Blumeria avenae affects a commercially vital crop, and is said to be one of the main factors reducing oat yield quality and quantity. Consequently, much work has been done to investigate potential resistance and controls for the fungus. Most conventional treatments involve the application of fungicides, but work has been done to investigate breeding infection-resistant varieties of oats.

== Taxonomy ==
Blumeria avenae was first described by E. Marchal in 1902 as Erysiphe graminis f.sp. avenae, although formae speciales have no standing in the Code. M. Liu and Hambleton described the species Blumeria avenae in 2021 during a taxonomic review of Blumeria. Prior to this, all powdery mildews on grass hosts were considered to belong to Blumeria graminis. The variation in this species had been long observed, and many formae and formae speciales were created throughout the twentieth century. B. avenae was just one of seven new species described when Blumeria graminis was split up. The type specimen was collected in England. The specific epithet refers to its host genus.

== Micromorphology ==

=== Description ===
The primary mycelium is effuse or typically in patches, at first whitish, later pigmented.
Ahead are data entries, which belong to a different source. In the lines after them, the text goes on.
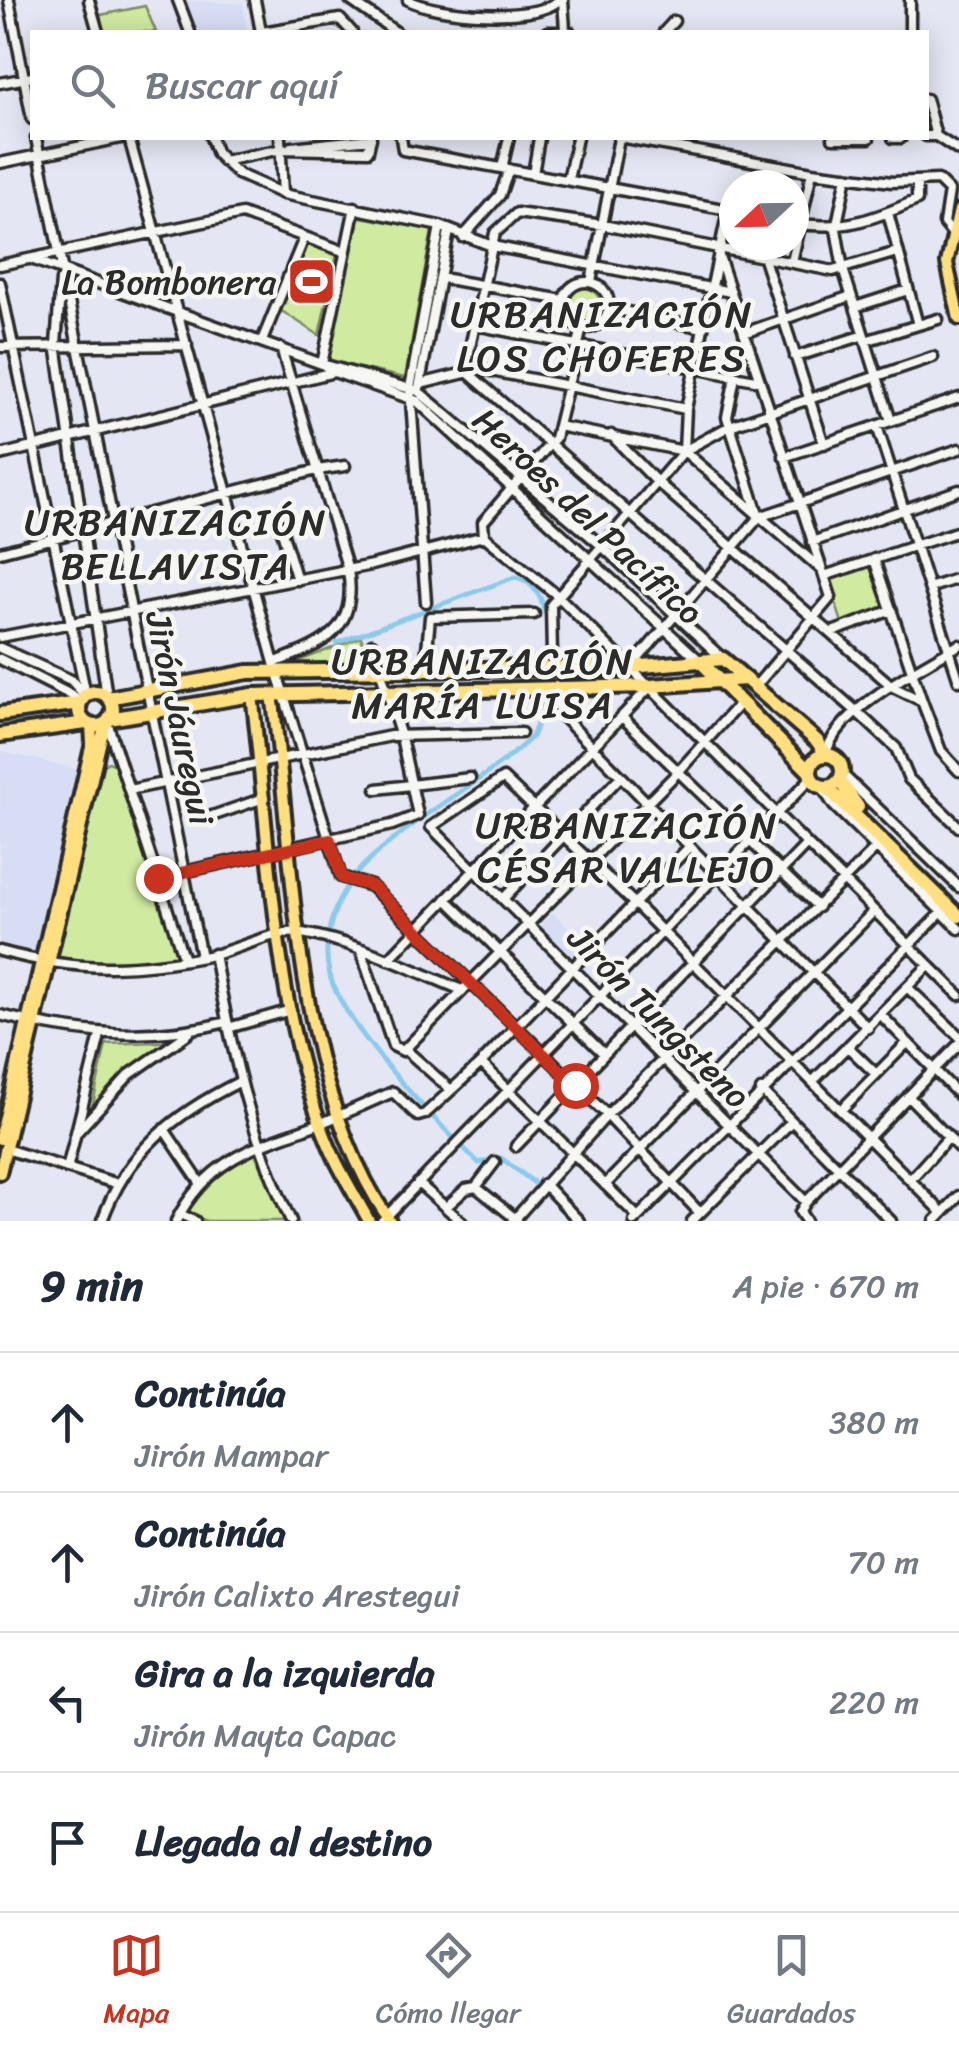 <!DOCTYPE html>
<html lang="es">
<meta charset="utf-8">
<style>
body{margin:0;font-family:Sriracha,sans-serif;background:#f6f6f7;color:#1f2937}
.compass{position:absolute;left:719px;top:170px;width:90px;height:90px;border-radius:50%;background:#fff;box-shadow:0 5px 25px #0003;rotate:248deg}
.stop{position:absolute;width:30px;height:30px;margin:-22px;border:8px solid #c8321e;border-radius:50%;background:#fff}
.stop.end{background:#c8321e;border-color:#fff;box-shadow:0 2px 10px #0008}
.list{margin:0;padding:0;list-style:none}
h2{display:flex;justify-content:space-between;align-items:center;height:130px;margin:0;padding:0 40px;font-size:42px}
h2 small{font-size:32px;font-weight:400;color:#747a83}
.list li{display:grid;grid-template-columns:65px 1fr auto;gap:30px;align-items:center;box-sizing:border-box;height:140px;padding:0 40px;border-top:2px solid #e0e1e3}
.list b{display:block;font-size:38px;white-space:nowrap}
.list p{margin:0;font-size:32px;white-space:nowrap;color:#747a83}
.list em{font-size:32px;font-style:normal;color:#747a83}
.icon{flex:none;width:55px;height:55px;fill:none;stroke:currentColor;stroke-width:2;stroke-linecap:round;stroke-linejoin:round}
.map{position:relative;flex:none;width:959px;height:1221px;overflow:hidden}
.search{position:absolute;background:#fff;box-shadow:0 5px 25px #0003;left:30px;right:30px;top:30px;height:110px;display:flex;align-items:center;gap:25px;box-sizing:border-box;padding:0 35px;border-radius:0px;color:#747a83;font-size:38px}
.sheet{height:690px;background:#fff}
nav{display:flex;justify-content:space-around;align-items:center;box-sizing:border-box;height:140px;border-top:2px solid #e0e1e3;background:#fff;font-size:28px;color:#747a83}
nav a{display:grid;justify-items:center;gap:5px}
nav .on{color:#c8321e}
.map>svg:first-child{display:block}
</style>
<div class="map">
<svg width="959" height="1221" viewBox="0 0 959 1221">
<rect width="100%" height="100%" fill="#e4e7f3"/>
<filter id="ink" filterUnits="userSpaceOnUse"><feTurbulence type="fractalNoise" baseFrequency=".01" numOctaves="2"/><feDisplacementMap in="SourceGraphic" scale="20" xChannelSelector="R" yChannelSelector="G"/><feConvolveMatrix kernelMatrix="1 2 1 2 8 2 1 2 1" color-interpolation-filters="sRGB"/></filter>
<g filter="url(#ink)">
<path fill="#d7ddf4" d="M183,0L243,4L247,32H194Z
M0,751L81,770L40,952L0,943Z
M552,912L590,948L573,963L538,929Z"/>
<path fill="#d0eaa0" stroke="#7e8a66" stroke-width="2.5" d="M145,6L156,32H101L96,16Z
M355,216L432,230L405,378L324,360Z
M306,244L337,254L319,335L280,310Z
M565 306a18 18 0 1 1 36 0a18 18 0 1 1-36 0Z
M870,564L885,608L842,623L828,579Z
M361,637L372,668L286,666Z
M109,762L115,765L177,954L175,958L104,964L58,959L101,766Z
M182,1041L120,1084L90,1117L106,1044Z
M253,1149L286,1221H206L185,1211L216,1175Z"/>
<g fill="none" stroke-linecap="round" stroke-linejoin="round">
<path stroke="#8cc9ec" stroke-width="5" d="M337,643L515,577C538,581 545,607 549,627
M551,653L542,712L532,737C480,785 412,817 362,867C337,892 321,936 329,972C341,1025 438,1124 479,1163L501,1158L540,1187L572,1221"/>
<defs>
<path id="minor" d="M9,0L32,119
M89,0L98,32
M178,0L190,32
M255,0L261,32
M350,0L396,32
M408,0C436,15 536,23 559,0
M563,0L565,30
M910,0V32
M262,32L340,19L352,32
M547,32H570
M664,32L674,21
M0,83L32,77
M926,99L936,136
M926,136H936L959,151
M36,138L201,957
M129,138L276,670L341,877L371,886L607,1115L700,1213
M211,138L217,154L238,174L283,194L440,226L492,246L731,292
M280,138L283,194
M401,138L403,150L734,211
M625,138L812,172L892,182L938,180L949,191L944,223L952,233
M833,138H869
M893,138H901
M291,147L371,139
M223,161L282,149L368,151L371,138
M0,163L121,138
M502,168L509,138
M533,174L539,138
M847,176L836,229L843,269L891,421
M568,180L577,138
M769,185L773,166
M888,213L918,325
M794,223C842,231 872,220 917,200V183
M463,237L500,195L509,169
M718,253L831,597L755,687
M763,256L824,444
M31,259L322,364L418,391L602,546L723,659
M792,262L812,172
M0,265L242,214L343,251
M442,278L563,300
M61,280L56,344L107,697
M563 305a23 23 0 1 1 46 0a23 23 0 1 1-46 0Z
M591,282L619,138
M0,283L86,695
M855,307L908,290
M609,308L703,328
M475,325L760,381
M744,333L851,296
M262,341L304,238
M865,341L938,319
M0,347L187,345
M795,357L864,335
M322,364L334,372L417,401L699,660
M322,364L355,207
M465,370L856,711L896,748L909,779L959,827
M465,370L495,233L517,213L603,225L833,271L897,252
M735,377L727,417L759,517
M420,384L481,369L686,409
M419,388L449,231
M558,426L684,451L821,569
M877,426L959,681
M611,435L657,482L893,687L922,701L941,751L959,771
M684,451L686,409L728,210
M0,455L334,372
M784,457L959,398
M280,525L297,580
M484,536L483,522L555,438L582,328
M812,542L959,490
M0,552L317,470L345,466
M874,559L922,701
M824,576L959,531
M929,588L959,578
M426,602L410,388L440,226
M832,632L892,610
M0,637L372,565L484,536L558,596L959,995
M0,648L71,680L82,692
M552,655L551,605L684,451L730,426L933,357
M0,659L81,700
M276,662C325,643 358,630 348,570L281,348
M631,667L759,517L959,449
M425,671L430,617L534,614
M560,688L555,697L560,714L868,1028
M623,718L818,907
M107,722L184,960
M826,754C835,711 921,667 959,645
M842,774L959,887
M822,787L834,806L959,929
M377,789L470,778
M129,790L391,736L521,733
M209,817L264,798
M157,878L392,825L418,815L401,737L372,644
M446,899L604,1054
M503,899L621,776
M0,951C77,972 135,971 213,955C239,949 276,929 302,933C357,942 412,970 462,990
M361,951L393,1046L403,1051L678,772L740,703
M214,954C231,1047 250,1135 291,1221
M388,960L651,686
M907,987L959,1036
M0,1015C78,1034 149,1042 227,1022
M881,1015L959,1095
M228,1028L291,1010
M848,1047L876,1074
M406,1050L451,1090
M481,1063L638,1217
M813,1081L929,965
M761,1090L891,1221
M908,1096L959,1148
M841,1110L907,1043
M164,1129L201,1184
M77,1132L129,1075L189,1033
M516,1146L807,844
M6,1149L115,1183
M68,1165L100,1035
M910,1180L949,1137
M418,1183L461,1221
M544,1184L579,1221
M605,1185L873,912
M476,1187L495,1162
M806,1202L431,827L503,778L634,903L943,1213
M446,1207L466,1189L476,1187L517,1220
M180,1214L195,1221
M102,1221C127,1151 174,1114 239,1082
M176,1221C209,1156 259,1146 321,1123C345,1114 369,1102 393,1092L418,1116L425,1114L481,1063L690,846
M382,1221L811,778
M513,1221L607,1115L876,848
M634,1221L942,912
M692,1221L791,1122
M806,1221L800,1212L806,1202L959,1044
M935,1221L959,1196"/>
<path id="major" d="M959,210L947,263L959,319
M272,694C295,862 291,1077 390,1221
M252,695C270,838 273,1030 336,1161C346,1181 358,1201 369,1221
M0,1139L92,743L91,725
M0,1173L105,723"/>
<path id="highway" d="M702,663L809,771
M79 709a17 17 0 1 1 34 0a17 17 0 1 1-34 0Z
M108,698L248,672L631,667L723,659L817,741L826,754
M0,714L80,703
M109,719L252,695L651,686L746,679
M0,735L86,723
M810 771a16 16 0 1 1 32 0a16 16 0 1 1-32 0Z
M839,780L858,807
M827,788L959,916"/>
</defs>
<use href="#minor" stroke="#2b2b2b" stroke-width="15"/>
<use href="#major" stroke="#2b2b2b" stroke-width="18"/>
<use href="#highway" stroke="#2b2b2b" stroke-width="20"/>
<use href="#minor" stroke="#f6f6f2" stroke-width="8"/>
<use href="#major" stroke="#ffdf80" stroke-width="10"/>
<use href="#highway" stroke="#ffdf80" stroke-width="12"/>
</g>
</g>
<g fill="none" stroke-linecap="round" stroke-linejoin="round" filter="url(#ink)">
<path stroke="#c8321e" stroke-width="12" d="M158,878L330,840L342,878L372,886L575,1085"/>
</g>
<defs>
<symbol id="stadium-square" viewBox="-11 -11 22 22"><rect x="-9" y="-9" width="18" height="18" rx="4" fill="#c8321e" stroke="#f6f6f2"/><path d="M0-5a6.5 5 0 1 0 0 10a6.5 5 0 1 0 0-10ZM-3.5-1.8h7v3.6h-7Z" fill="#fff"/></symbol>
</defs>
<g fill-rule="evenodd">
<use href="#stadium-square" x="284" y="254" width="55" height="55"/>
</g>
<g text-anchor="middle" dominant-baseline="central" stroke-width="9" stroke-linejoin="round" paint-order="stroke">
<g font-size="35" fill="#2b2b2b" stroke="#f6f6f2" text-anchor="end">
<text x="276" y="282">La Bombonera</text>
</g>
<g font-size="35" fill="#2b2b2b" stroke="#f6f6f2">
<text transform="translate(588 516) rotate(43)">Heroes del Pacífico</text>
<text transform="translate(180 718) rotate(78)">Jirón Jáuregui</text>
<text transform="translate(659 1017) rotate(45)">Jirón Tungsteno</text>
</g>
<g font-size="38" letter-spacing="2.5" fill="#2b2b2b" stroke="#f6f6f2">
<text x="602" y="314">URBANIZACIÓN<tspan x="602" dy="44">LOS CHOFERES</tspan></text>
<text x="176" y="522">URBANIZACIÓN<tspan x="176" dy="44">BELLAVISTA</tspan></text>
<text x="483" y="661">URBANIZACIÓN<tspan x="483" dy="44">MARÍA LUISA</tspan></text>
<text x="627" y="825">URBANIZACIÓN<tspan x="627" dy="44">CÉSAR VALLEJO</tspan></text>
</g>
</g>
</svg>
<svg class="compass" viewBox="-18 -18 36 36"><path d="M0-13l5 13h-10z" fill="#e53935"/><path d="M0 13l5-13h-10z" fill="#747a83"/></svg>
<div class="stop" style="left:575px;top:1085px"></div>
<div class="stop end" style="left:158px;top:878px"></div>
<div class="search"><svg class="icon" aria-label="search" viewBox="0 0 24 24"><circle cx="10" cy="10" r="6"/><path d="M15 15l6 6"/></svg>Buscar aquí</div>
</div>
<section class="sheet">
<h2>9 min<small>A pie · 670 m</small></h2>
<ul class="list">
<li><svg class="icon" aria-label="ahead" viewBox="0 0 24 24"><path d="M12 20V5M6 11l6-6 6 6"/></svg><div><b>Continúa</b><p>Jirón Mampar</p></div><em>380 m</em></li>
<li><svg class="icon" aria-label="ahead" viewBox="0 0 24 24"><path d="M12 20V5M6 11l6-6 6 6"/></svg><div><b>Continúa</b><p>Jirón Calixto Arestegui</p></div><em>70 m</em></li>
<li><svg class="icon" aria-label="left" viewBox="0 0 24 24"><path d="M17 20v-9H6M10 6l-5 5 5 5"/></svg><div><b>Gira a la izquierda</b><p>Jirón Mayta Capac</p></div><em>220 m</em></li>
<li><svg class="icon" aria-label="arrive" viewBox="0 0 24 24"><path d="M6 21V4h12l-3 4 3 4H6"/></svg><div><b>Llegada al destino</b></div></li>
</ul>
</section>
<nav>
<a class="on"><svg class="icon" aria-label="map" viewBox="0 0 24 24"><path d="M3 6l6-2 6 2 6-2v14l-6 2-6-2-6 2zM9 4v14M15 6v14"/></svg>Mapa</a>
<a><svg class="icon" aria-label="directions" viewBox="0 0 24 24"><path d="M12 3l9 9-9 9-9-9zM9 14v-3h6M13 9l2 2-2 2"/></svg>Cómo llegar</a>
<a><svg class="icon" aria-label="saved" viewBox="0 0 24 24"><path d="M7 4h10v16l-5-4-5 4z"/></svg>Guardados</a>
</nav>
The secondary mycelium is dense, appearing woolly to felt-like. It occurs on the leaf in patches, often around chasmothecia. It is coloured dingy greyish white to grey sometimes becoming pigmented with age. The hyphal appressoria are described as nipple-shaped, occurring either singly or opposite in pairs. Conidia are broad and ellipsoid-ovoid and occasionally lemon-shaped. Conidiophores are usually near or next to one septum, and are erect, single or in pairs, with a swollen foot-cell characteristic of the genus. Chasmothecial appendages and ascospores were not recorded by M. Liu et al.

=== Measurements ===
Primary hyphal cells are 2–8 μm wide. Secondary hyphal cells are 3–6.5 μm wide. Hyphal appressoria are 3–6 μm wide. Conidiophores are 60–150 × (4–)5–7(–8) μm long with foot cells measuring (25–)30–45 × 5–6 μm and varying between 10–14 μm wide at the swelling and (4–)5–7(–10) μm wide at the basal septum. Conidia are 24–38.5(–44) × 11–19 μm. The chasmothecia are 160–200 μm in diameter when mature.